STEVEN LEVITSKY: O Brasil é um grande país. Não sei se uma resposta internacional vai importar muito. Obviamente que é bom que Trump não esteja mais no poder nos Estados Unidos, então a administração de Biden iria se opor à aventura autoritária de Bolsonaro. Mas, a defesa da democracia brasileira está nas mãos dos brasileiros.

Um comentário:

  1. José Maria Gomes Monteiro23/7/22 18:21

    Concordo com o senhor Steven Levitsky, adicionando alguns pareceres. O perigo de golpe não pode ser totalmente descartado. A insanidade dos golpista ultrapassa as linhas da razão. Ouso listar alguns pré requisitos para o sucesso do golpe.

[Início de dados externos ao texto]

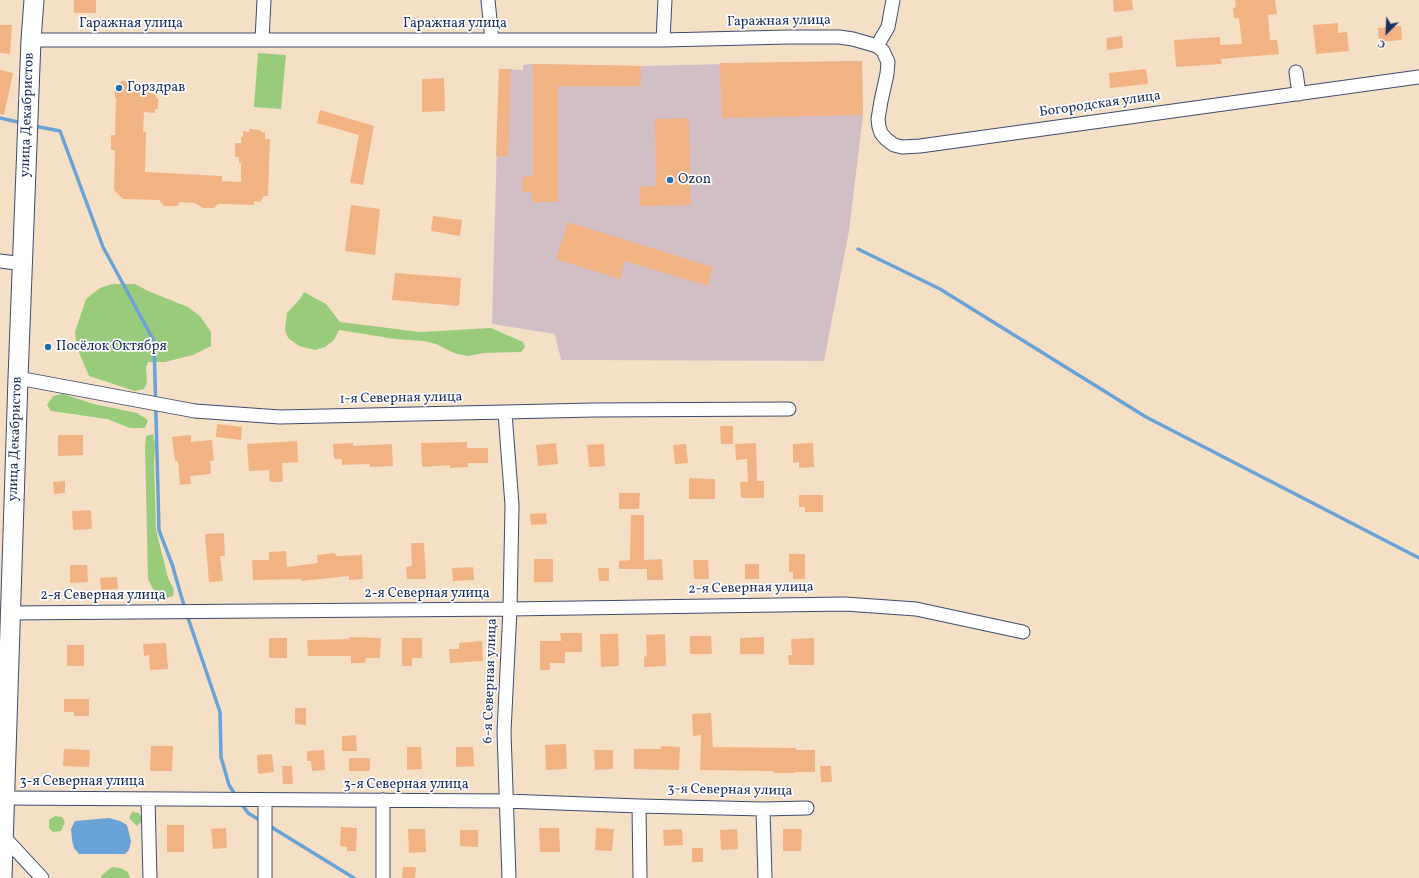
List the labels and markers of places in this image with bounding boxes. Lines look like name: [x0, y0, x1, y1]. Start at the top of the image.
place label: Горздрав: [127, 80, 185, 96]
marker: Горздрав: [114, 83, 124, 93]
place label: Ozon: [678, 172, 711, 188]
marker: Ozon: [665, 175, 675, 185]
place label: Посёлок Октября: [56, 339, 167, 355]
marker: Посёлок Октября: [43, 342, 53, 352]

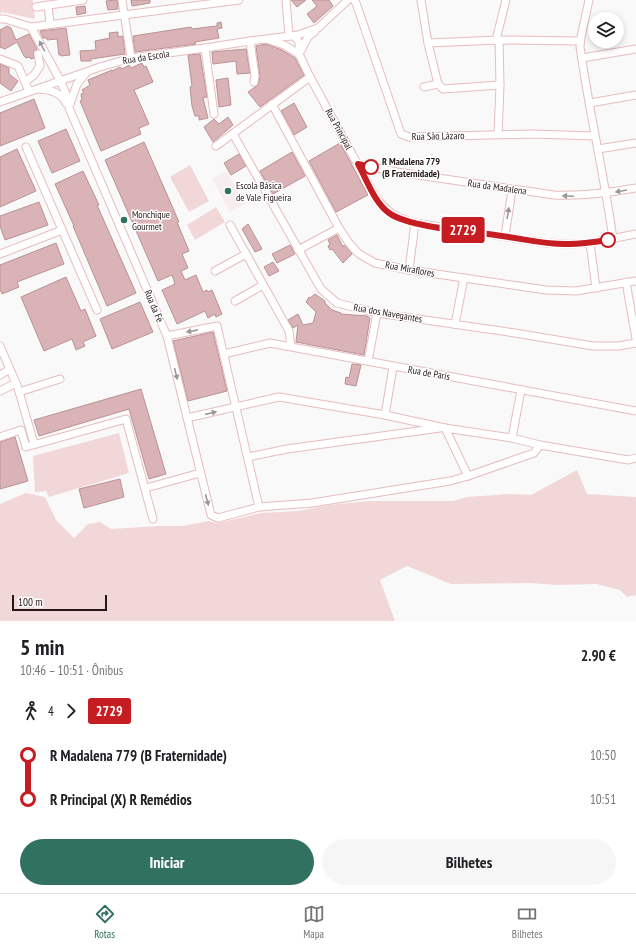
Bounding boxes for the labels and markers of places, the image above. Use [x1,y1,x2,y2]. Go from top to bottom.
place label: R Madalena 779 (B Fraternidade) [382,155,440,180]
marker: R Madalena 779 (B Fraternidade) [363,159,379,175]
place label: Escola Básica de Vale Figueira [236,179,291,204]
marker: Escola Básica de Vale Figueira [223,186,233,196]
place label: Monchique Gourmet [132,208,170,233]
marker: Monchique Gourmet [119,215,129,225]
unlabelled marker [600,232,616,248]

Primeiro, apoio maciço popular; segundo, disposição das Forças Armadas; terceiro, apoio internacional.Agora vejamos: Bolsonaro não dispõe mais desse apoio; no segundo, as Forças Armadas está dividida quanto ao golpe, salvo os militares que fazem parte da estafe governamental; terceiro, Bolsonaro, está com índice de isolamento internacional fortemente acentuado. E, acrescentaria mais. A crescente comissão Parlamentar americana pós mais uma pedra no caminho dos golpistas.